*** Block opens ***
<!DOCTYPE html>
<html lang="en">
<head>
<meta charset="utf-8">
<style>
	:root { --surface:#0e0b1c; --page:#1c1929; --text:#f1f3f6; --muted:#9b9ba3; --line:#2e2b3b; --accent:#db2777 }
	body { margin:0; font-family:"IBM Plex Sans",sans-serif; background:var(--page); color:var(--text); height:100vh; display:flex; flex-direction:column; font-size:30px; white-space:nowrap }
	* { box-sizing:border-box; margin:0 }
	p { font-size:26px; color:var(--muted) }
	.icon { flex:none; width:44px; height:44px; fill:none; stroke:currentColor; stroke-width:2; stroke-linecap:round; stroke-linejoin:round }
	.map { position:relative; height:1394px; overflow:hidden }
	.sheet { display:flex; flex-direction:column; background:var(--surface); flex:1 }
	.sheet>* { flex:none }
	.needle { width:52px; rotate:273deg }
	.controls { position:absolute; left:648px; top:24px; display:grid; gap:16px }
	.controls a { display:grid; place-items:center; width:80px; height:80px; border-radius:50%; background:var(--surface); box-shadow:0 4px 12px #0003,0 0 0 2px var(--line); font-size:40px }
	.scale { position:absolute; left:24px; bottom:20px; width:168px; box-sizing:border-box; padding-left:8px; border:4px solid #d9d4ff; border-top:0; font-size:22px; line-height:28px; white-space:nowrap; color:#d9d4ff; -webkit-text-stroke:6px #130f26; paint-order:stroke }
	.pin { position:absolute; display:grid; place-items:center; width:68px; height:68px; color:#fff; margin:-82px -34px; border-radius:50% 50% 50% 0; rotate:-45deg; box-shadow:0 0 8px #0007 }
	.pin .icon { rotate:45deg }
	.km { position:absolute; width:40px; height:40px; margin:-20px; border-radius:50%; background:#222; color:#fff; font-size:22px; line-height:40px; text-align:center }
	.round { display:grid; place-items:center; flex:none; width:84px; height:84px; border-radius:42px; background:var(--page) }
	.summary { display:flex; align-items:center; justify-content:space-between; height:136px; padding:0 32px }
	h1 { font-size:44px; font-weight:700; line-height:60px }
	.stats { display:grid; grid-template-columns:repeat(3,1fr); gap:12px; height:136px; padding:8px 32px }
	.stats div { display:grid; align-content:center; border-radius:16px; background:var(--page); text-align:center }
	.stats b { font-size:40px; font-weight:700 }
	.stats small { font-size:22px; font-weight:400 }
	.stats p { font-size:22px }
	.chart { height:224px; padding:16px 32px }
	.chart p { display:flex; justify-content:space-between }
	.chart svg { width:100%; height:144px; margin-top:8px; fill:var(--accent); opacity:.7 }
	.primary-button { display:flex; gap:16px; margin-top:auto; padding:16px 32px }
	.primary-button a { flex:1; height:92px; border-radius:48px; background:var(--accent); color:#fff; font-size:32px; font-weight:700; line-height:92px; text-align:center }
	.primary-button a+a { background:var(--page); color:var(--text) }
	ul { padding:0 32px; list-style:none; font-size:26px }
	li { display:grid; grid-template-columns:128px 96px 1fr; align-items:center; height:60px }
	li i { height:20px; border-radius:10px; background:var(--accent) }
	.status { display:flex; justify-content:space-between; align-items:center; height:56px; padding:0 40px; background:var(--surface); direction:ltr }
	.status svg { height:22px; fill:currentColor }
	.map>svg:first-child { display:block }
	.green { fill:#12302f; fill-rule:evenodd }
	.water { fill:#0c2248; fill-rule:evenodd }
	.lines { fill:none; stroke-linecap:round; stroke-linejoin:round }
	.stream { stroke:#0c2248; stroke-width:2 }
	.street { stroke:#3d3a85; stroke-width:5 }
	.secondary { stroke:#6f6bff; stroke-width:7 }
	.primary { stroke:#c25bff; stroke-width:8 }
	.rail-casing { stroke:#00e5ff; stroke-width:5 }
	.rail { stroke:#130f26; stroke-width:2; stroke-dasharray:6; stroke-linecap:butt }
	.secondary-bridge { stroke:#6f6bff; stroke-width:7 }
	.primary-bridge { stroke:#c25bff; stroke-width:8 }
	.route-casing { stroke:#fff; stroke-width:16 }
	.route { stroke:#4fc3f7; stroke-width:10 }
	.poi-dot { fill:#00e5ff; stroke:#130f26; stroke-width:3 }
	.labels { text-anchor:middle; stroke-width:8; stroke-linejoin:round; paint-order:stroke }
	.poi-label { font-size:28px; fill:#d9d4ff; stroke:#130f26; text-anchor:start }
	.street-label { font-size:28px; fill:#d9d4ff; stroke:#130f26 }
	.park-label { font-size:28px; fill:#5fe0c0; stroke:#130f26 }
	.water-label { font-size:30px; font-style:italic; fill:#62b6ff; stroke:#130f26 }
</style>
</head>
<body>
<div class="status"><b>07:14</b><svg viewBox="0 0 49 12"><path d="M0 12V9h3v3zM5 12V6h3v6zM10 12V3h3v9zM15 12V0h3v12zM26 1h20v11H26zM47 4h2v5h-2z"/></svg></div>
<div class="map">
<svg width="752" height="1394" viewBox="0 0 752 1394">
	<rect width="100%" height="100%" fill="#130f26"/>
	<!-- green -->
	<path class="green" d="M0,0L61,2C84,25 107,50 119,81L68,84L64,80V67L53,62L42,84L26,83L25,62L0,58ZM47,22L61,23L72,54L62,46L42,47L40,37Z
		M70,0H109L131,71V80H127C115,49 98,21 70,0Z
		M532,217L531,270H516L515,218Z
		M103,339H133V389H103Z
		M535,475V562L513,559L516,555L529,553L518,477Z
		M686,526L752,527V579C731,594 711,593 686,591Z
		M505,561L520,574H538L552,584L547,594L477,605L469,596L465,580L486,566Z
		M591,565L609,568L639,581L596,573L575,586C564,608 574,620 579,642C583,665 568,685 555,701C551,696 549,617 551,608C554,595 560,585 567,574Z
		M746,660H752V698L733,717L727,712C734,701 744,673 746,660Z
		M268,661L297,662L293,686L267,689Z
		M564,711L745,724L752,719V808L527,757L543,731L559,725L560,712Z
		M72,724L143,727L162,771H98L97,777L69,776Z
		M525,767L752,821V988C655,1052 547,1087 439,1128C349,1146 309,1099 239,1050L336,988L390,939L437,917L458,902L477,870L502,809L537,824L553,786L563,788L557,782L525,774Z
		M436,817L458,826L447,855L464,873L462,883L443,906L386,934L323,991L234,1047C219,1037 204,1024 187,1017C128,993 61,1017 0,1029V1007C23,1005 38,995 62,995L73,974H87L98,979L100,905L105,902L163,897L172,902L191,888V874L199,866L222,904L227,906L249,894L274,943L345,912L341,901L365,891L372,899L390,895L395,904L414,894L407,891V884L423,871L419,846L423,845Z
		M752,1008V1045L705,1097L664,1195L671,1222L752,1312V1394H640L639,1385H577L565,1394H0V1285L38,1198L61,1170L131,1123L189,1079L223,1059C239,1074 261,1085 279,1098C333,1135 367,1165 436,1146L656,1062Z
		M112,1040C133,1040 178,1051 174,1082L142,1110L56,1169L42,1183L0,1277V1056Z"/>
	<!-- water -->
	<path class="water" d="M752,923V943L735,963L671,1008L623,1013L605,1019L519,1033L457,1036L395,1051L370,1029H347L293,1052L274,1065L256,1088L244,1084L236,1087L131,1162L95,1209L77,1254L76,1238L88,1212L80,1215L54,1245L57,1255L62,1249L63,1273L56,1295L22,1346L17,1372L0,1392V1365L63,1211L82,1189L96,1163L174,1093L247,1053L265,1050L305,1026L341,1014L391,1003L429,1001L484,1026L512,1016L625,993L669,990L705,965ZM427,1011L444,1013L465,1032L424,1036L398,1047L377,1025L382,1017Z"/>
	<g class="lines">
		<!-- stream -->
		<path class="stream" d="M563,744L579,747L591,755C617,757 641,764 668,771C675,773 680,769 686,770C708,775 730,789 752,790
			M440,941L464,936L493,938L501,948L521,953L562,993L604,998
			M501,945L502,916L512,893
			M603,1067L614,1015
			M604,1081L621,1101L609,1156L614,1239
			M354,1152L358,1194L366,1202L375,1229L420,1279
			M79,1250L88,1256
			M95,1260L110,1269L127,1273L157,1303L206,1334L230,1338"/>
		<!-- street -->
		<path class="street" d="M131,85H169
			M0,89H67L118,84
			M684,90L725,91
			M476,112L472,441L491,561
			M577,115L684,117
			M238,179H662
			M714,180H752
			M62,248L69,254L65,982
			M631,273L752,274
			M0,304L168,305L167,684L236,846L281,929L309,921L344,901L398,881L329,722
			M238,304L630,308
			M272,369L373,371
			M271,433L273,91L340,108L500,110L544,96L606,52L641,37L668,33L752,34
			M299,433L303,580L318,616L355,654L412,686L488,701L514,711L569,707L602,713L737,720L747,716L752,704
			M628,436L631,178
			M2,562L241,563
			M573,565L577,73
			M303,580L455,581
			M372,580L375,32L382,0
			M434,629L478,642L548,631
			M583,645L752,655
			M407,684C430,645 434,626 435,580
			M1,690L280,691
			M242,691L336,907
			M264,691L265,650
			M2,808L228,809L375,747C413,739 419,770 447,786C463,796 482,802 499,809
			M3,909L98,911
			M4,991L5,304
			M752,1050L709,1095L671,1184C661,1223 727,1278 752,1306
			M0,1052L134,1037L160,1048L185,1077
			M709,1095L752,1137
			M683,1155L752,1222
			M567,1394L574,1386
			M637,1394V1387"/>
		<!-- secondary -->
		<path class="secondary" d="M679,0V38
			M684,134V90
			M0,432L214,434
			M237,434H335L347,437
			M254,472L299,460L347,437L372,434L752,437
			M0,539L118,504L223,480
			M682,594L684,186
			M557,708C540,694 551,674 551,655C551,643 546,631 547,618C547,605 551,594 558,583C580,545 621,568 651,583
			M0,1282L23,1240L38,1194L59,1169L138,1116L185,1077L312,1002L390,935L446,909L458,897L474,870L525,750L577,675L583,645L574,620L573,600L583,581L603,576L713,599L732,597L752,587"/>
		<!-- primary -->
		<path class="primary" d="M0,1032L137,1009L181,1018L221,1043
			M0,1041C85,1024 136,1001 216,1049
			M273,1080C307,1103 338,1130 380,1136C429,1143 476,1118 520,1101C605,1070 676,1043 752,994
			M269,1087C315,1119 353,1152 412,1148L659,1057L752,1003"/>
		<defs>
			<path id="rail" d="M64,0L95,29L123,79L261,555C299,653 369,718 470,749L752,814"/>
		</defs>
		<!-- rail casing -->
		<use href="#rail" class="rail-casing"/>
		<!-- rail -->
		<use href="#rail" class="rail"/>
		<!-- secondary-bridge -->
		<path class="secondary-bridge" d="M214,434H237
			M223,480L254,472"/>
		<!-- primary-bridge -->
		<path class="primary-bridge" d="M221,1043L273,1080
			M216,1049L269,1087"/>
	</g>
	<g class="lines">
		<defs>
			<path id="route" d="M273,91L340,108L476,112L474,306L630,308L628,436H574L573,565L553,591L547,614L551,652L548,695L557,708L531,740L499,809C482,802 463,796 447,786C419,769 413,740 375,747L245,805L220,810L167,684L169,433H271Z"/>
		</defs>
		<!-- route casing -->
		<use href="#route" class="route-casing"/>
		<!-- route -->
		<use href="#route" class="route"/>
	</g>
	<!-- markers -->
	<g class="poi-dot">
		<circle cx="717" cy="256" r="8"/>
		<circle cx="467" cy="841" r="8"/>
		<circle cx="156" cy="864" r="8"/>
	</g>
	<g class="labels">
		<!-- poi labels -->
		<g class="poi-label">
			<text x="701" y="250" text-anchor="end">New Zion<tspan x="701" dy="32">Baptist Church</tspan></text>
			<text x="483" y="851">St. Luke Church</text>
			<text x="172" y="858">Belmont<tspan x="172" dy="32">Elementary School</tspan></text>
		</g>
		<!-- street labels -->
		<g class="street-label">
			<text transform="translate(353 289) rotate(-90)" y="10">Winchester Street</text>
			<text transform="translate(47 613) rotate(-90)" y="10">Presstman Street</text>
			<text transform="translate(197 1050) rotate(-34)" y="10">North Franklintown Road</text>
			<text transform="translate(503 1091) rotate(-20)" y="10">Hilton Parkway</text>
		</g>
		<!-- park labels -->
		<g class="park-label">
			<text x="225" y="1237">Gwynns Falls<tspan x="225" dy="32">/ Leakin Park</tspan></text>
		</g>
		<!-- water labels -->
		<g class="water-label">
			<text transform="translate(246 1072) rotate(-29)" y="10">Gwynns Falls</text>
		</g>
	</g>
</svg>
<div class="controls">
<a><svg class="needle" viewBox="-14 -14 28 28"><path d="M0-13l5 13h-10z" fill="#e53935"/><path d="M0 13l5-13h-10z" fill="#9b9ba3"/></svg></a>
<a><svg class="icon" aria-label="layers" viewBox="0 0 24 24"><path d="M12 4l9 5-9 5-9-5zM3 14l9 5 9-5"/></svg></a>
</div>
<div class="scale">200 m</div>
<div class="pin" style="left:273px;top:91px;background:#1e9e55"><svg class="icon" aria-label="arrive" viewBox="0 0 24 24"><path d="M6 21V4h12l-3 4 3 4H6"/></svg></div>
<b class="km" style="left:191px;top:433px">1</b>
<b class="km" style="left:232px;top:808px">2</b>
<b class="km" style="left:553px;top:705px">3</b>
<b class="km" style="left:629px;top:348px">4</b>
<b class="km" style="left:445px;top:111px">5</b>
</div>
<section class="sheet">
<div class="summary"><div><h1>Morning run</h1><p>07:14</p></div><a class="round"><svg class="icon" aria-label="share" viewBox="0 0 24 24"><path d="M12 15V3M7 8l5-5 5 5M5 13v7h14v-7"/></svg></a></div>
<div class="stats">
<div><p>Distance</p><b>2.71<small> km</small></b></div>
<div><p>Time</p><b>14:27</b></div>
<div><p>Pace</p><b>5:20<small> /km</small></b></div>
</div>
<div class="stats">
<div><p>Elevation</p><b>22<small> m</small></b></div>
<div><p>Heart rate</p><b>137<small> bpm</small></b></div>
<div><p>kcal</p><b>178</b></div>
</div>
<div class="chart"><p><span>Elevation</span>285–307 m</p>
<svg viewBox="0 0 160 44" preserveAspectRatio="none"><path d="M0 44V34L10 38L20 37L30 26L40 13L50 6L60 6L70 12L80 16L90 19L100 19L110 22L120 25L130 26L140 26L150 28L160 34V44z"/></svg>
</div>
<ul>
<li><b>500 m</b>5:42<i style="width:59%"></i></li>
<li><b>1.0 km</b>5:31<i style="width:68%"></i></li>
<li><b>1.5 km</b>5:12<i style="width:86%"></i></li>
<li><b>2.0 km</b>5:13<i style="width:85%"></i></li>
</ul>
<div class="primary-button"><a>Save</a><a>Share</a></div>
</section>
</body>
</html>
*** Block closes ***
▶ **About this task**
Where a line in the entries holds "small", copy that line.

▶ **Answer**
	.stats small { font-size:22px; font-weight:400 }
<div><p>Distance</p><b>2.71<small> km</small></b></div>
<div><p>Pace</p><b>5:20<small> /km</small></b></div>
<div><p>Elevation</p><b>22<small> m</small></b></div>
<div><p>Heart rate</p><b>137<small> bpm</small></b></div>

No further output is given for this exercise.